• WHAT THE EXERCISE ASKS
Restate, word for word, each entry that follows, but skip its pictures.

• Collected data
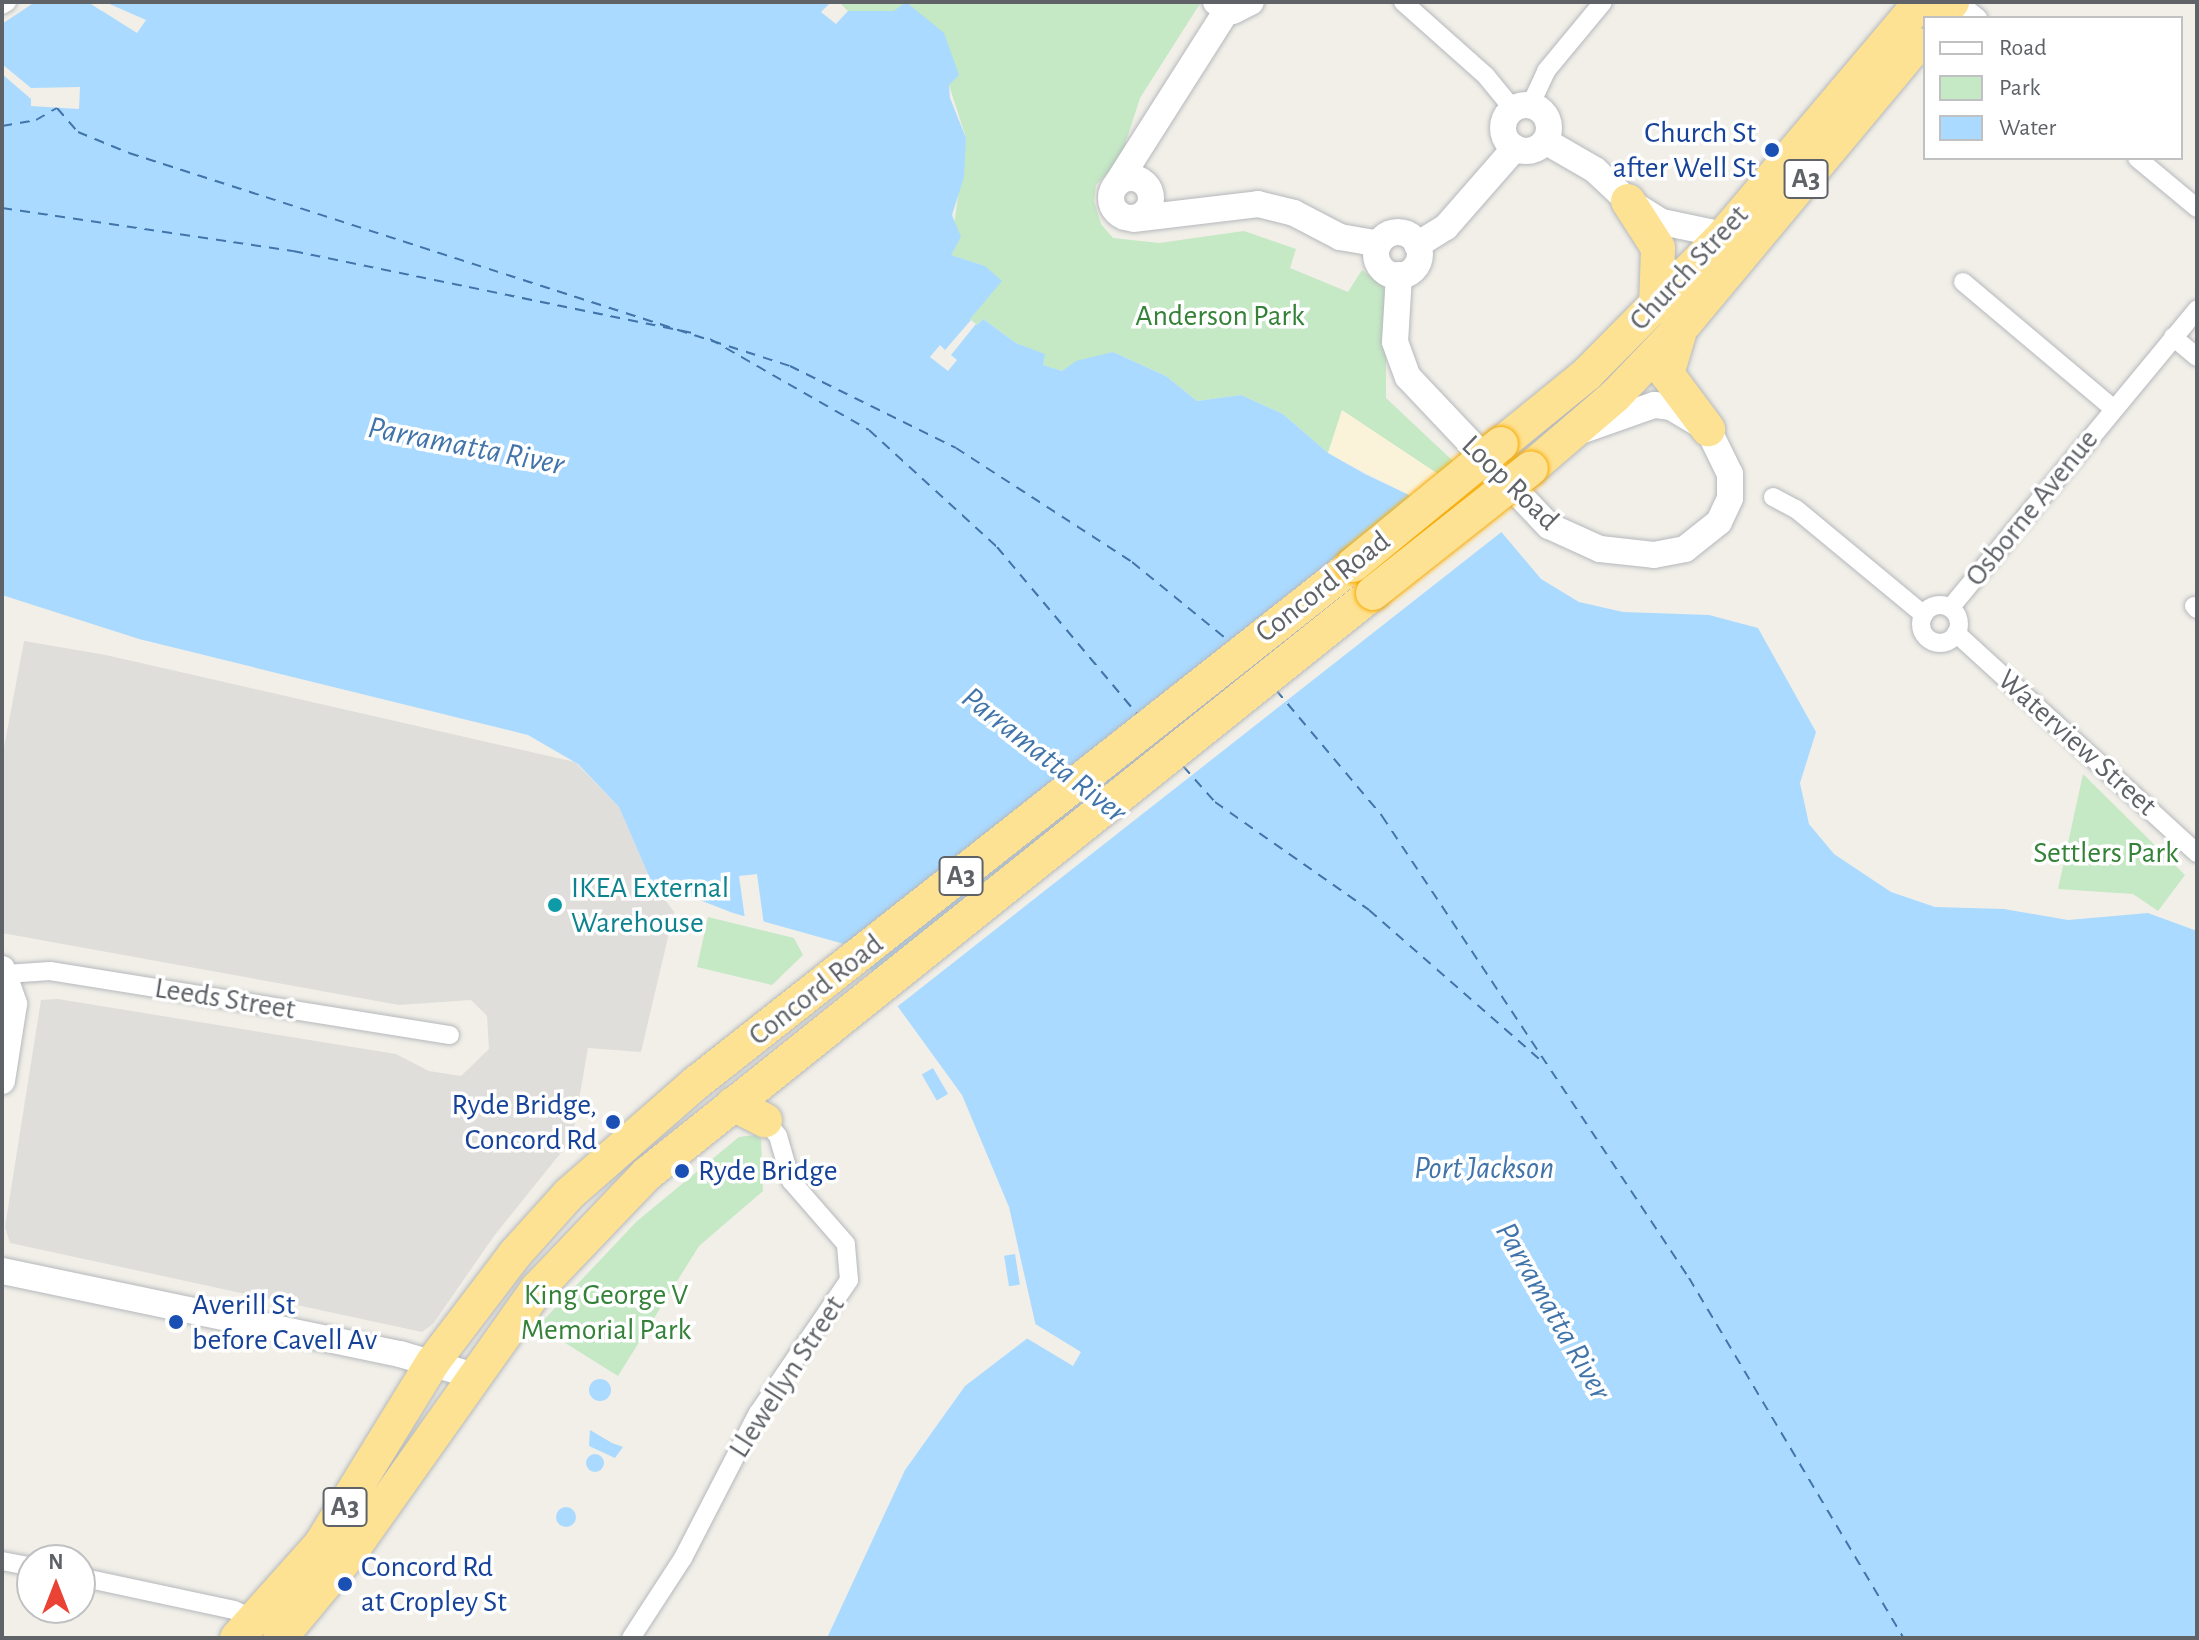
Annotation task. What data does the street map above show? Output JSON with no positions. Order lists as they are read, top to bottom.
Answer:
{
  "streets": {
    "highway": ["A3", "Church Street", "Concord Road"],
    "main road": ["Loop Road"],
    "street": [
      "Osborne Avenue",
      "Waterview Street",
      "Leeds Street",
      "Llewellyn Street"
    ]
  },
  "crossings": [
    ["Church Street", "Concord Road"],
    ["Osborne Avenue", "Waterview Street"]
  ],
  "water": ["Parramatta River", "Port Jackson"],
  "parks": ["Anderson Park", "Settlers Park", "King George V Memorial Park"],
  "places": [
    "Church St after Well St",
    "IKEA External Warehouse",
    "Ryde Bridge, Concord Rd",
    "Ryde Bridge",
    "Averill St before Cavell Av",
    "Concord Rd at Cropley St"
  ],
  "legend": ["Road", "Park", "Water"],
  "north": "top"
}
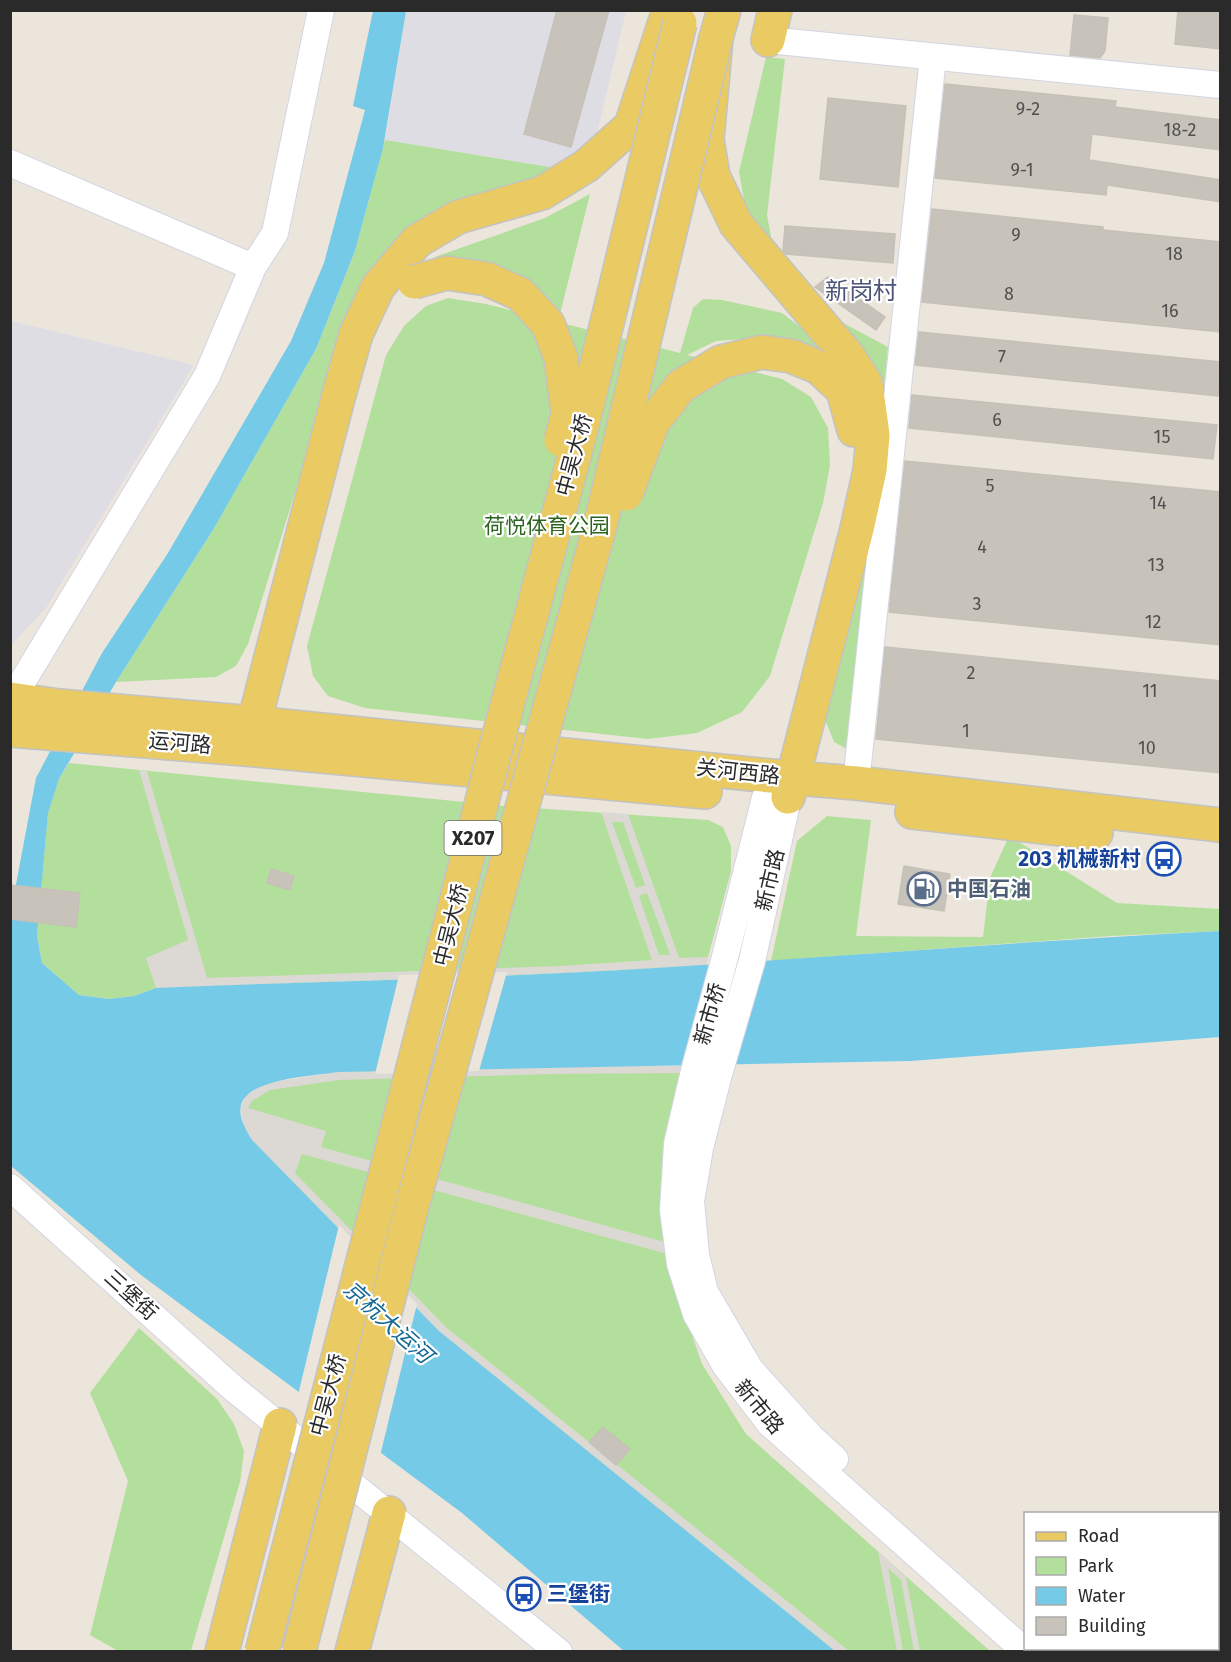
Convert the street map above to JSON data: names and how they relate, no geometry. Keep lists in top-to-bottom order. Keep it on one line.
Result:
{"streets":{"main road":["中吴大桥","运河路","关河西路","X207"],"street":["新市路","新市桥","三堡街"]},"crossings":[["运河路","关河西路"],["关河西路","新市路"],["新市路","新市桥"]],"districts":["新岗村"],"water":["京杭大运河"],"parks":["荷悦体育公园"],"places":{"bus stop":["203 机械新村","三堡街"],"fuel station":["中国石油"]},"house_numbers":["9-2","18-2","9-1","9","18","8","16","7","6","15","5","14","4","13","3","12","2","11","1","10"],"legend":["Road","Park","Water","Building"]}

• RESPONSE BOX
Annotation task. What data does the street map above show? Output JSON with no positions. Order lists as they are read, top to bottom.
Answer:
{
  "streets": {
    "highway": ["A3", "Church Street", "Concord Road"],
    "main road": ["Loop Road"],
    "street": [
      "Osborne Avenue",
      "Waterview Street",
      "Leeds Street",
      "Llewellyn Street"
    ]
  },
  "crossings": [
    ["Church Street", "Concord Road"],
    ["Osborne Avenue", "Waterview Street"]
  ],
  "water": ["Parramatta River", "Port Jackson"],
  "parks": ["Anderson Park", "Settlers Park", "King George V Memorial Park"],
  "places": [
    "Church St after Well St",
    "IKEA External Warehouse",
    "Ryde Bridge, Concord Rd",
    "Ryde Bridge",
    "Averill St before Cavell Av",
    "Concord Rd at Cropley St"
  ],
  "legend": ["Road", "Park", "Water"],
  "north": "top"
}
Convert the street map above to JSON data: names and how they relate, no geometry. Keep lists in top-to-bottom order. Keep it on one line.
Result:
{"streets":{"main road":["中吴大桥","运河路","关河西路","X207"],"street":["新市路","新市桥","三堡街"]},"crossings":[["运河路","关河西路"],["关河西路","新市路"],["新市路","新市桥"]],"districts":["新岗村"],"water":["京杭大运河"],"parks":["荷悦体育公园"],"places":{"bus stop":["203 机械新村","三堡街"],"fuel station":["中国石油"]},"house_numbers":["9-2","18-2","9-1","9","18","8","16","7","6","15","5","14","4","13","3","12","2","11","1","10"],"legend":["Road","Park","Water","Building"]}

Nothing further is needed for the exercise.